What needs to be done: In the entries below, find each line bearing the string "Amerlingova" and copy it.

Collected data:
- Opening Delimiter -
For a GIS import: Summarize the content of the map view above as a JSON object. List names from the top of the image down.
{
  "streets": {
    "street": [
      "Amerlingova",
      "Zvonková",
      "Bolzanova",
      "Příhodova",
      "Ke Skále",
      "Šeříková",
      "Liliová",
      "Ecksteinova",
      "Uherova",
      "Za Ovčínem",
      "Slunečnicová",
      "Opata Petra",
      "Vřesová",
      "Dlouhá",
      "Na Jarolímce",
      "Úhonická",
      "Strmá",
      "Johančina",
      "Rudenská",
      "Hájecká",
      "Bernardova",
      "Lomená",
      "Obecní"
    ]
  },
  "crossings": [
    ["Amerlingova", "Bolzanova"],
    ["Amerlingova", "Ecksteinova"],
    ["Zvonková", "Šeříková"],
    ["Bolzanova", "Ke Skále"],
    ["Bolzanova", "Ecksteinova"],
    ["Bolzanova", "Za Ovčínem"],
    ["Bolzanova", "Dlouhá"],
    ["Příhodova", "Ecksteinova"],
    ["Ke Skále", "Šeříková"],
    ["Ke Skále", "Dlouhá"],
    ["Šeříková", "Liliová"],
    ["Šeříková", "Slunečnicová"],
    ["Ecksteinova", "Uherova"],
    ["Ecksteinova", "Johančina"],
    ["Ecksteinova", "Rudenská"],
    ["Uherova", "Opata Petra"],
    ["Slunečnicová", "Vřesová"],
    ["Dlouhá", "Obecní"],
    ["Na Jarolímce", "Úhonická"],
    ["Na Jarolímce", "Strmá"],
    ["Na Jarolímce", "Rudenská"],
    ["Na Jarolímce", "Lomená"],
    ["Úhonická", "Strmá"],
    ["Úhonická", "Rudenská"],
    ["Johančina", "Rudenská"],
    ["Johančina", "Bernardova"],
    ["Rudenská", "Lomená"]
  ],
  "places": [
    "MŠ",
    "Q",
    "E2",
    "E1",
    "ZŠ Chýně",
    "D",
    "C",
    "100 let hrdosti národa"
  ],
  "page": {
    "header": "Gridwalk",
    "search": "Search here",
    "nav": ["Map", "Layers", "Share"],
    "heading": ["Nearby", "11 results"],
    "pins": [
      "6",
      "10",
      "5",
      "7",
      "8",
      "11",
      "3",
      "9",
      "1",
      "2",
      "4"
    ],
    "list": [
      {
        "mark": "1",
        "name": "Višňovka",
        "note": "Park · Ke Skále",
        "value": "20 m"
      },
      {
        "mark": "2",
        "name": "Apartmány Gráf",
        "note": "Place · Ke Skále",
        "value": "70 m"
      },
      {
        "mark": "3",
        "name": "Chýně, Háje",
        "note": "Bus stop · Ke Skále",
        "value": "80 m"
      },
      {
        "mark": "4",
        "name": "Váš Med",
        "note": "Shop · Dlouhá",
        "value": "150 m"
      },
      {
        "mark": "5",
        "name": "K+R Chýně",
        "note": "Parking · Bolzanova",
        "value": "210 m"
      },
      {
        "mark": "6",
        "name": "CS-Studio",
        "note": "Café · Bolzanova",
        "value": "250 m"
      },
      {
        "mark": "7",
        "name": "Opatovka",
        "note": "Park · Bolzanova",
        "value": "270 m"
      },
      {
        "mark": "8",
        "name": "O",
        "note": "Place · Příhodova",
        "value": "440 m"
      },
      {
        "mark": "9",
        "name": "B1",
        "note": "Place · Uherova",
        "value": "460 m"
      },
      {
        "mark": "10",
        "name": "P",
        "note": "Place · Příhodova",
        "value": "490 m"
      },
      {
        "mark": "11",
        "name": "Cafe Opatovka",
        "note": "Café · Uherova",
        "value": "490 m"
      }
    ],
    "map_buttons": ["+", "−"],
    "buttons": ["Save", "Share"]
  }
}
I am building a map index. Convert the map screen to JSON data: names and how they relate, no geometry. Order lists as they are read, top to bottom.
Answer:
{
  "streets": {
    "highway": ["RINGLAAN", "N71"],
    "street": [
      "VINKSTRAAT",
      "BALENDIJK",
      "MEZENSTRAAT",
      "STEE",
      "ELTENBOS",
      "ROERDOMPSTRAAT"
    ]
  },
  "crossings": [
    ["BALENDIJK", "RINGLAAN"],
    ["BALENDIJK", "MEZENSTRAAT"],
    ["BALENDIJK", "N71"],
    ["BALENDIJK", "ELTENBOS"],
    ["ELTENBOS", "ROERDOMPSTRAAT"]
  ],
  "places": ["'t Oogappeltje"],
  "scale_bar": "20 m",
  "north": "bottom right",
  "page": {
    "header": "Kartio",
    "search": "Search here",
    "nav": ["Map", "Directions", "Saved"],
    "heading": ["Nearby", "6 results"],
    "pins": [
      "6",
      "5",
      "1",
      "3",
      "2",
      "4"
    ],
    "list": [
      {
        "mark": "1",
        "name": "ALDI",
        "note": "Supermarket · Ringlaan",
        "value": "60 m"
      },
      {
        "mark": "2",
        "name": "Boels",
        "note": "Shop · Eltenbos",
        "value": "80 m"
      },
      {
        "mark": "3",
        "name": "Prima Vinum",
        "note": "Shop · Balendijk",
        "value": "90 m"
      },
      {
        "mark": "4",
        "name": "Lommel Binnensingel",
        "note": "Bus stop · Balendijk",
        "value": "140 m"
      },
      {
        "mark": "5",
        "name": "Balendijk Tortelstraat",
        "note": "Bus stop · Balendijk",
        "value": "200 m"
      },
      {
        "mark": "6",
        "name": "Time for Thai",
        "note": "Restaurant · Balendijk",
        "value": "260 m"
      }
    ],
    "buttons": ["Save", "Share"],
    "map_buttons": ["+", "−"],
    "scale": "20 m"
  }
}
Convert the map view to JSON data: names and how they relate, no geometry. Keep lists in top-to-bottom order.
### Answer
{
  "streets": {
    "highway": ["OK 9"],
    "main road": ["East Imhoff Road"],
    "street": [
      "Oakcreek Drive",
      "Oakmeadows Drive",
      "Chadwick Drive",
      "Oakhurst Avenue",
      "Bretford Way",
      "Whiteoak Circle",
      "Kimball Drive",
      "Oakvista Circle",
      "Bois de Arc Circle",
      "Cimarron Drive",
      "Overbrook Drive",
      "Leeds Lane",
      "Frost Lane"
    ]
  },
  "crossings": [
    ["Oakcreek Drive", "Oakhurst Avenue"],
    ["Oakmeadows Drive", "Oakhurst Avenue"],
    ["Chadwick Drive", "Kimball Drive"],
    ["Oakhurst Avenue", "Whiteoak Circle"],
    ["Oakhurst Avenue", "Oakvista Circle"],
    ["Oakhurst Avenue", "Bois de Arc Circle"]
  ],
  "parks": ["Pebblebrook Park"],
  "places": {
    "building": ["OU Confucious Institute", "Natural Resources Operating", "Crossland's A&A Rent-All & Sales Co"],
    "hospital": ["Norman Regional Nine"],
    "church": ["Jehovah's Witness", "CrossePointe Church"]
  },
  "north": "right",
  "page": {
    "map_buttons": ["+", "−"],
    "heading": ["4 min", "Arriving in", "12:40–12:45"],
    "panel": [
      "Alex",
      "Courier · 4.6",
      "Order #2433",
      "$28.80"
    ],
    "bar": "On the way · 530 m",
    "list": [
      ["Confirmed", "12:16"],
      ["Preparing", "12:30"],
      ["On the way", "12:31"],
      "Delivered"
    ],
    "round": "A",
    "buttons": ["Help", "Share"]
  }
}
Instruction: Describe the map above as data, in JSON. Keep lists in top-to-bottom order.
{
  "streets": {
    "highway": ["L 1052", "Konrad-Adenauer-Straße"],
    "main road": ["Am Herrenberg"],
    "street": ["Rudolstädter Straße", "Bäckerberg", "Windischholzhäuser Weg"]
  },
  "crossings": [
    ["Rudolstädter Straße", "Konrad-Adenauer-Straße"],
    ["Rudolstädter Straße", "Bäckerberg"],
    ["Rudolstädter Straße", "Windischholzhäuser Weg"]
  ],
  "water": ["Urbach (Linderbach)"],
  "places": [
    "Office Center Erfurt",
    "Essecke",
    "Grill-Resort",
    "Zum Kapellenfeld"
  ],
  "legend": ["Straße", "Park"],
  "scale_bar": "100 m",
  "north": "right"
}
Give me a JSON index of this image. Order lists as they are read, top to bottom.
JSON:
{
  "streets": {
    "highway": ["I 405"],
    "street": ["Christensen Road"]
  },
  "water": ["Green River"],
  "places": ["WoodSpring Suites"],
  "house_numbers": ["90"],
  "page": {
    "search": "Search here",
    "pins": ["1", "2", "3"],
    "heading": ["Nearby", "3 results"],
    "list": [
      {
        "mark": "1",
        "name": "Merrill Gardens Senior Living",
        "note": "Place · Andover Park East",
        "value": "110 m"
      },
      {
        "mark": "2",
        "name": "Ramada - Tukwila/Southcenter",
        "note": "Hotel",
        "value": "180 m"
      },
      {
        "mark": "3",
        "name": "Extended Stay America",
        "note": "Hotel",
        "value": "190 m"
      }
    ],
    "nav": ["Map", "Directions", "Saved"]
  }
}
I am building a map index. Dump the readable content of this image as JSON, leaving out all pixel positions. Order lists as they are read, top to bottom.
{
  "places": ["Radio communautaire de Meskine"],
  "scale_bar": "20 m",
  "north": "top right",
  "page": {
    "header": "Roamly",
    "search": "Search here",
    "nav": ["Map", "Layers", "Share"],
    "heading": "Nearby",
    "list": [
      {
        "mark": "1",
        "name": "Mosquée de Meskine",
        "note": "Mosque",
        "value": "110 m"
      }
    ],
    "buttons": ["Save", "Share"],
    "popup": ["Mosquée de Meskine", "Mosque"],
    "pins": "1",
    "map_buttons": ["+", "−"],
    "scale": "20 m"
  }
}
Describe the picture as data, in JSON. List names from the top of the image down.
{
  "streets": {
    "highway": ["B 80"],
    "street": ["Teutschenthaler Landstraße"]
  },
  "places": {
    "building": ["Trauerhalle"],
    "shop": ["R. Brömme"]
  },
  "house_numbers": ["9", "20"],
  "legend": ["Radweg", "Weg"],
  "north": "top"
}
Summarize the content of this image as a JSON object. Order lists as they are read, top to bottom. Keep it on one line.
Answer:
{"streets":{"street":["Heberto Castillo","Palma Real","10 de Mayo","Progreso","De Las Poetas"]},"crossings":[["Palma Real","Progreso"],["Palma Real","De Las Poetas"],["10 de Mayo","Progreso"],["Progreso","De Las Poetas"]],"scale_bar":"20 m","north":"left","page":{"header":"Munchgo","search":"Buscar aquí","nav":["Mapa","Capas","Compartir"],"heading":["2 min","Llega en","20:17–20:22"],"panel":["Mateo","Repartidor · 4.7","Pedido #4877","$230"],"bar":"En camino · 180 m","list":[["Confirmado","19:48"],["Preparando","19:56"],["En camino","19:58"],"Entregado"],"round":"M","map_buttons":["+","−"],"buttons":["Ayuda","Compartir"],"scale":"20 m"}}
- Closing Delimiter -
Response area:
      "Amerlingova",
    ["Amerlingova", "Bolzanova"],
    ["Amerlingova", "Ecksteinova"],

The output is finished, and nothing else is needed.